Malaysia Airlines is a child of Malayan Airways which first flew a few passengers between Singapore and Kuala Lumpur in 1947. Singapore’s separation from Malaysia in 1965 did not initially extend to their airline but disagreement over strategy lead to a divorce. Singapore wanted to focus on International routes while Malaysia wanted to concentrate on domestic legs so in 1972 Singapore Airlines and Malaysian Airlines System – MAS were born, from an equal division of assets. The amicable division eventually created two of the world’s great airlines. As part of a marketing make-over the airlines name was simplified to Malaysian Airlines in 1987. In the 1970’s Malaysia Airlines’ acquisition of DC10’s allowed them to launch long distance services to Europe. In the 80’s they expanded to the US and in the 90’s Mexico, South Africa and Argentina were added. In 1997 the airline’s balance sheet turned red during the Asian Financial Crisis but recovered slowly. 2014 was a stinker for Malaysian Airlines. MH370 dissappeared, then MH17 was shot down. The airline's lose of passengers caused technical bankrupty and a taxpayer funded lifeline feels the airline flying today. The liberalisation of Malaysia’s airline market and resulting competition however is the long term cause of the airlines dissappearing profits.
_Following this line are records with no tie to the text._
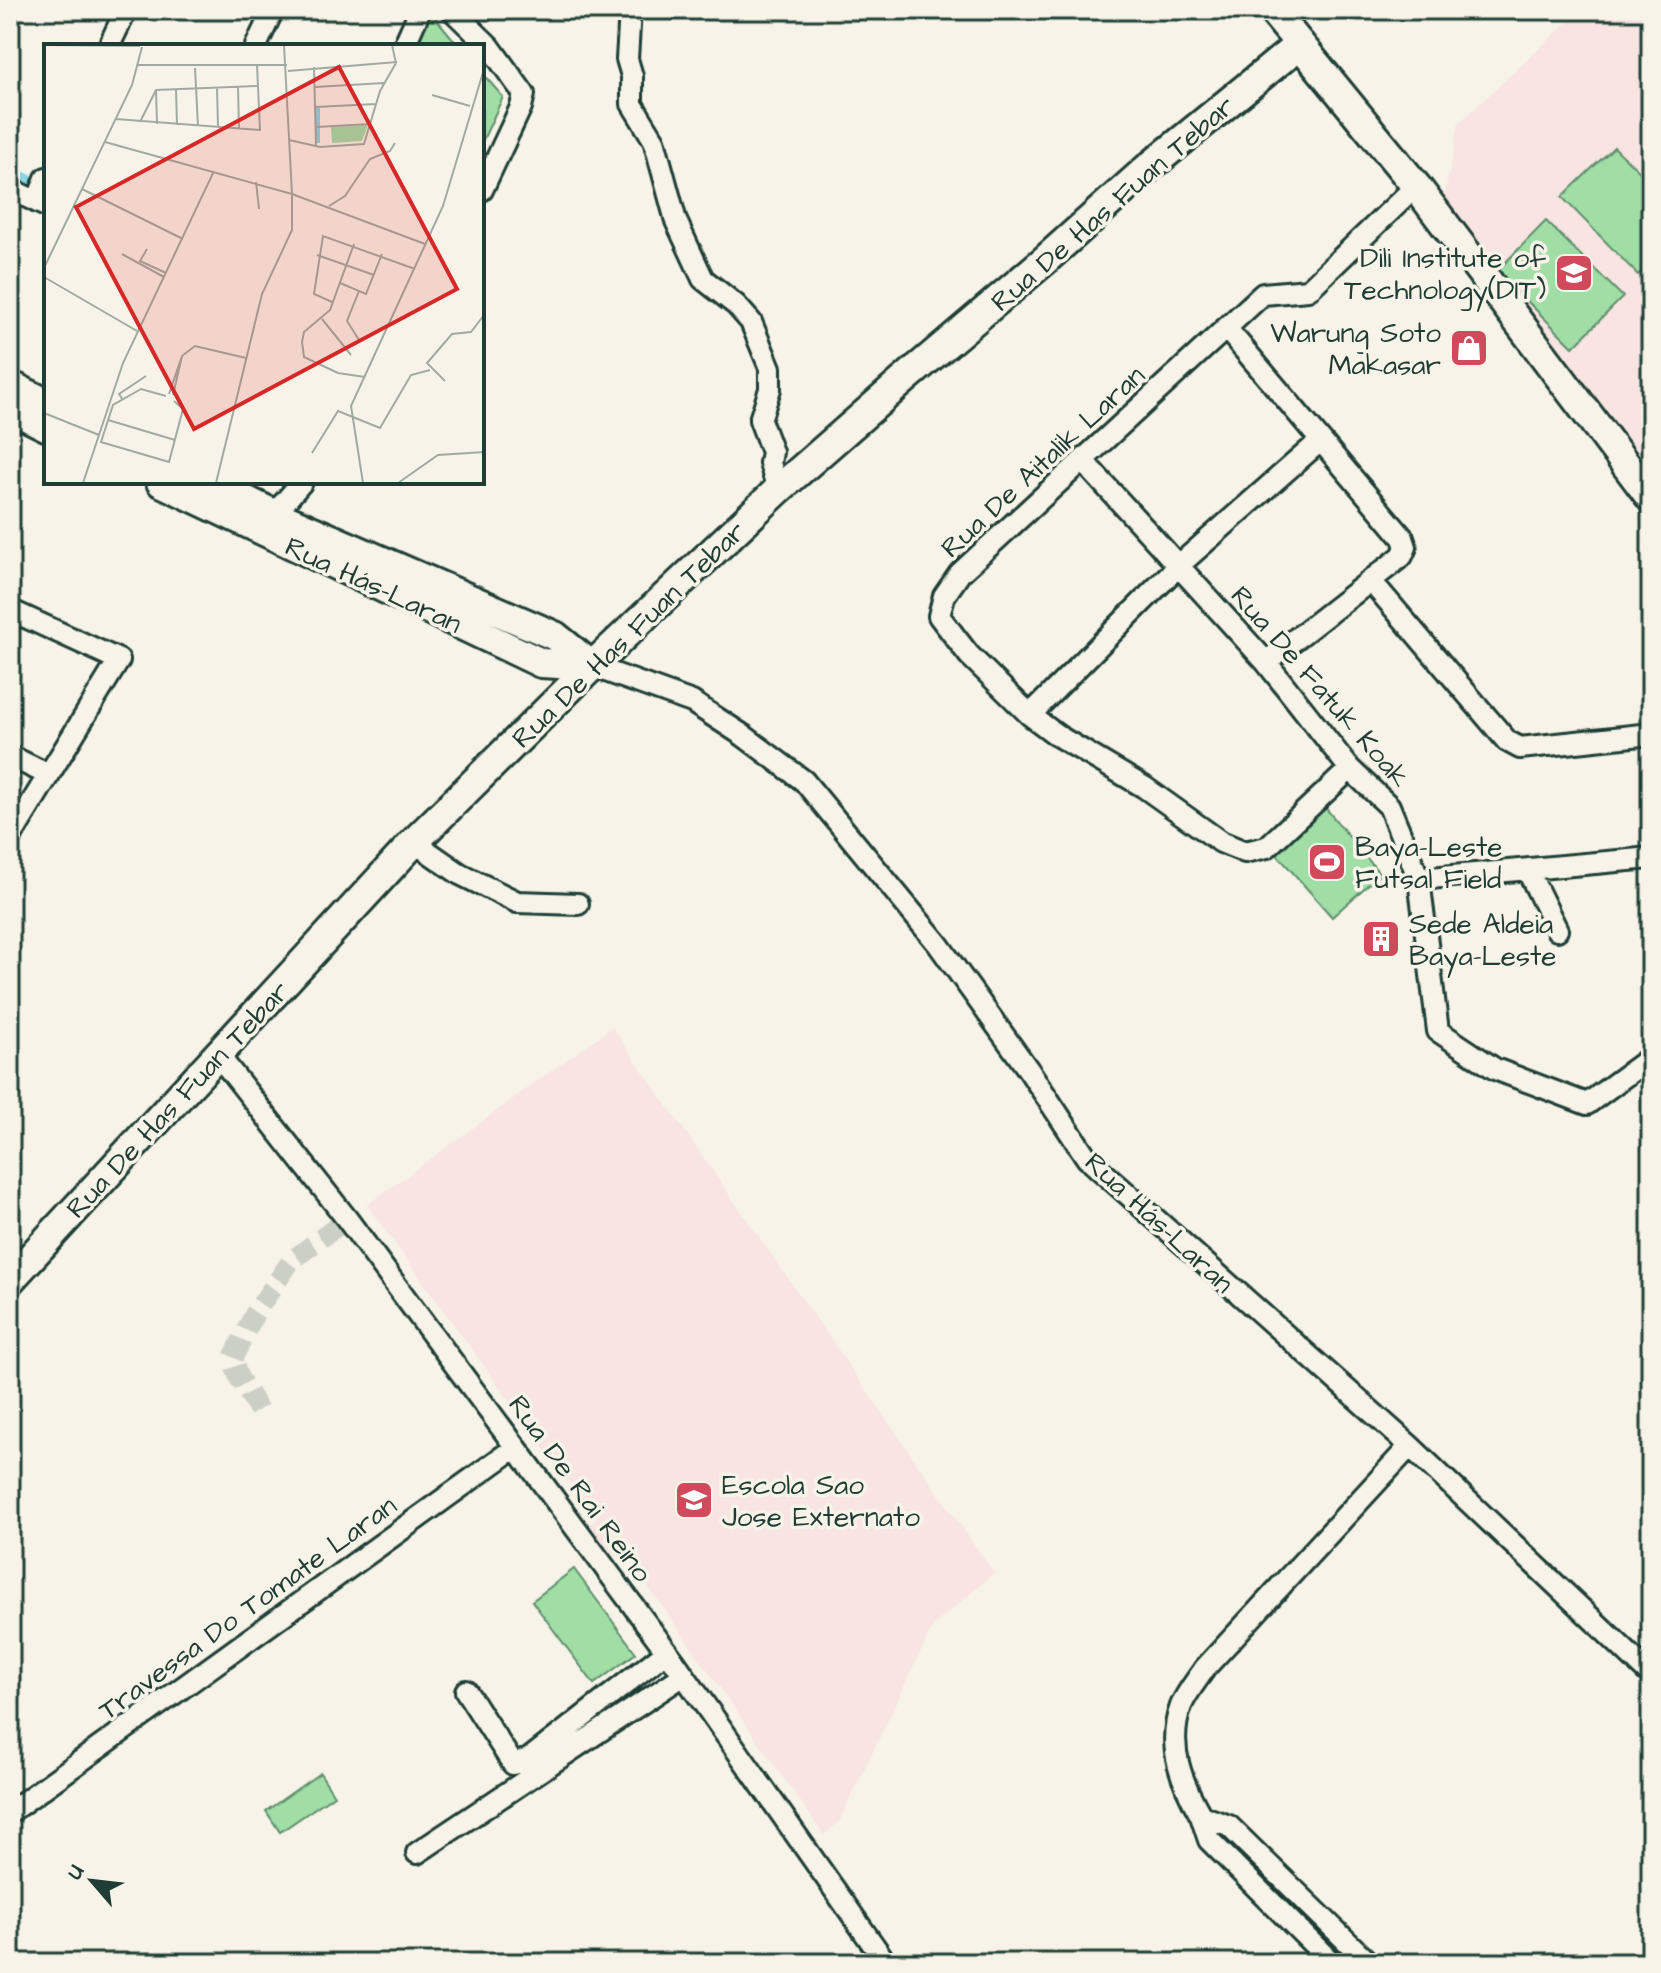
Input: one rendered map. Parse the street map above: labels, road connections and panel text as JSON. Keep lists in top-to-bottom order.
{
  "streets": {
    "street": [
      "Rua De Has Fuan Tebar",
      "Rua De Aitalik Laran",
      "Rua Hás-Laran",
      "Rua De Fatuk Koak",
      "Rua De Rai Reino",
      "Travessa Do Tomate Laran"
    ]
  },
  "crossings": [
    ["Rua De Has Fuan Tebar", "Rua Hás-Laran"],
    ["Rua De Has Fuan Tebar", "Rua De Rai Reino"],
    ["Rua De Aitalik Laran", "Rua De Fatuk Koak"],
    ["Rua De Rai Reino", "Travessa Do Tomate Laran"]
  ],
  "places": {
    "school or university": ["Dili Institute of Technology(DIT)", "Escola Sao Jose Externato"],
    "shop": ["Warung Soto Makasar"],
    "sports": ["Baya-Leste Futsal Field"],
    "building": ["Sede Aldeia Baya-Leste"]
  },
  "north": "top left"
}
Malaysia Airlines provides all its passengers with great on-board service irrespective of the class of travel. All flight crews are multi-lingual attractive Malaysians. The women are immaculately presented in a colourful Malaysian outfit and men in a western uniform. Staff are pleasant, smiling, diligent and display a patience that many tired old-timers crewing other airlines can barely comprehend. Friendly staff enjoy having a chat with passengers in the galley and have a real personality without being overly familiar.
Malaysia Airlines has a surprisingly extensive network. Who would think the best way to go from Tokyo to Buenos Aires, or Brisbane to Cape Town would be via Kuala Lumper? But it’s true. The airline has an excellent network between all of Australia’s mainland capitals and many European and Asian cities as well. Their domestic network covers virtually every commercial airport in Malaysia. As well as having an extensive network the airline also promotes stopovers in Kuala Lumpur at no extra charge. This often overlooked Asian capital is one of the world’s greatest places to dine and go shopping. It’s worth taking up the stopover option just to explore the deliciously cheap outdoor eateries.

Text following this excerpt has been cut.